===== DATA

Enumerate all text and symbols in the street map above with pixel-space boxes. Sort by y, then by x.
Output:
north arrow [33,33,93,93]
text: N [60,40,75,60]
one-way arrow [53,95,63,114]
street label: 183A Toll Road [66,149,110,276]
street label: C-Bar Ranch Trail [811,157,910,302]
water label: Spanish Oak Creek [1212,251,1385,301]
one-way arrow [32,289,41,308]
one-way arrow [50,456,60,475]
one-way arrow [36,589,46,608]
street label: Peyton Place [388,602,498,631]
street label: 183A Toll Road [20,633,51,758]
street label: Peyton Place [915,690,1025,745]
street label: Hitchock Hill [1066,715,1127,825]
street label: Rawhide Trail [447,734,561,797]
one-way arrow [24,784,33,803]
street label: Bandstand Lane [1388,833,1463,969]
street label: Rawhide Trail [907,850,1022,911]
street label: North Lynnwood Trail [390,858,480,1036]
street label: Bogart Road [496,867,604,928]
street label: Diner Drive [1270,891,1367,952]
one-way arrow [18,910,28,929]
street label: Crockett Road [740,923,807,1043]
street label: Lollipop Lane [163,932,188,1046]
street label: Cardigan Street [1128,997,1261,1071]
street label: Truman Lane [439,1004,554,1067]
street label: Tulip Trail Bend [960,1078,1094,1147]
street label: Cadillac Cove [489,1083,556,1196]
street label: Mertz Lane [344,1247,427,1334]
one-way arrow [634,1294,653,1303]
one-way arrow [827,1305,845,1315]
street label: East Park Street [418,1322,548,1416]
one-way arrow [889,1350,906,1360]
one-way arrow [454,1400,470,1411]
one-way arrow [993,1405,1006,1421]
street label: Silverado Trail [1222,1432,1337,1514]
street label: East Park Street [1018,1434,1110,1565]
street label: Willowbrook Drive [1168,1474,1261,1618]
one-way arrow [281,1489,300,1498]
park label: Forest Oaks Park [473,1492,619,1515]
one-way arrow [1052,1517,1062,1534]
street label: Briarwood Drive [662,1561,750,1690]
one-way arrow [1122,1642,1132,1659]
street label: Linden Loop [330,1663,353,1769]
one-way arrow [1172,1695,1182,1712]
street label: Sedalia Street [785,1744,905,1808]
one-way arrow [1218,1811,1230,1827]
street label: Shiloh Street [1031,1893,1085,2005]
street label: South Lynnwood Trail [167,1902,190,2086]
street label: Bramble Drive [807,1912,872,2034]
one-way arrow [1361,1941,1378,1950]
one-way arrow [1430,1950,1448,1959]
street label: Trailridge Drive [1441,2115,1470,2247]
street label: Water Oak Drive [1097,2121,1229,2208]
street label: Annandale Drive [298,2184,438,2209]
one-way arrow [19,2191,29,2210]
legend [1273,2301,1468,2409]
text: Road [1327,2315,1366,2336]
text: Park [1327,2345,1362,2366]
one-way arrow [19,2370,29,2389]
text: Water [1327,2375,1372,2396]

==========

◆ WHAT YOU NEED TO DO
Retype the records exactly.

◆ TASK OUTPUT
Enumerate all text and symbols in the street map above with pixel-space boxes. Sort by y, then by x.
Output:
north arrow [33,33,93,93]
text: N [60,40,75,60]
one-way arrow [53,95,63,114]
street label: 183A Toll Road [66,149,110,276]
street label: C-Bar Ranch Trail [811,157,910,302]
water label: Spanish Oak Creek [1212,251,1385,301]
one-way arrow [32,289,41,308]
one-way arrow [50,456,60,475]
one-way arrow [36,589,46,608]
street label: Peyton Place [388,602,498,631]
street label: 183A Toll Road [20,633,51,758]
street label: Peyton Place [915,690,1025,745]
street label: Hitchock Hill [1066,715,1127,825]
street label: Rawhide Trail [447,734,561,797]
one-way arrow [24,784,33,803]
street label: Bandstand Lane [1388,833,1463,969]
street label: Rawhide Trail [907,850,1022,911]
street label: North Lynnwood Trail [390,858,480,1036]
street label: Bogart Road [496,867,604,928]
street label: Diner Drive [1270,891,1367,952]
one-way arrow [18,910,28,929]
street label: Crockett Road [740,923,807,1043]
street label: Lollipop Lane [163,932,188,1046]
street label: Cardigan Street [1128,997,1261,1071]
street label: Truman Lane [439,1004,554,1067]
street label: Tulip Trail Bend [960,1078,1094,1147]
street label: Cadillac Cove [489,1083,556,1196]
street label: Mertz Lane [344,1247,427,1334]
one-way arrow [634,1294,653,1303]
one-way arrow [827,1305,845,1315]
street label: East Park Street [418,1322,548,1416]
one-way arrow [889,1350,906,1360]
one-way arrow [454,1400,470,1411]
one-way arrow [993,1405,1006,1421]
street label: Silverado Trail [1222,1432,1337,1514]
street label: East Park Street [1018,1434,1110,1565]
street label: Willowbrook Drive [1168,1474,1261,1618]
one-way arrow [281,1489,300,1498]
park label: Forest Oaks Park [473,1492,619,1515]
one-way arrow [1052,1517,1062,1534]
street label: Briarwood Drive [662,1561,750,1690]
one-way arrow [1122,1642,1132,1659]
street label: Linden Loop [330,1663,353,1769]
one-way arrow [1172,1695,1182,1712]
street label: Sedalia Street [785,1744,905,1808]
one-way arrow [1218,1811,1230,1827]
street label: Shiloh Street [1031,1893,1085,2005]
street label: South Lynnwood Trail [167,1902,190,2086]
street label: Bramble Drive [807,1912,872,2034]
one-way arrow [1361,1941,1378,1950]
one-way arrow [1430,1950,1448,1959]
street label: Trailridge Drive [1441,2115,1470,2247]
street label: Water Oak Drive [1097,2121,1229,2208]
street label: Annandale Drive [298,2184,438,2209]
one-way arrow [19,2191,29,2210]
legend [1273,2301,1468,2409]
text: Road [1327,2315,1366,2336]
text: Park [1327,2345,1362,2366]
one-way arrow [19,2370,29,2389]
text: Water [1327,2375,1372,2396]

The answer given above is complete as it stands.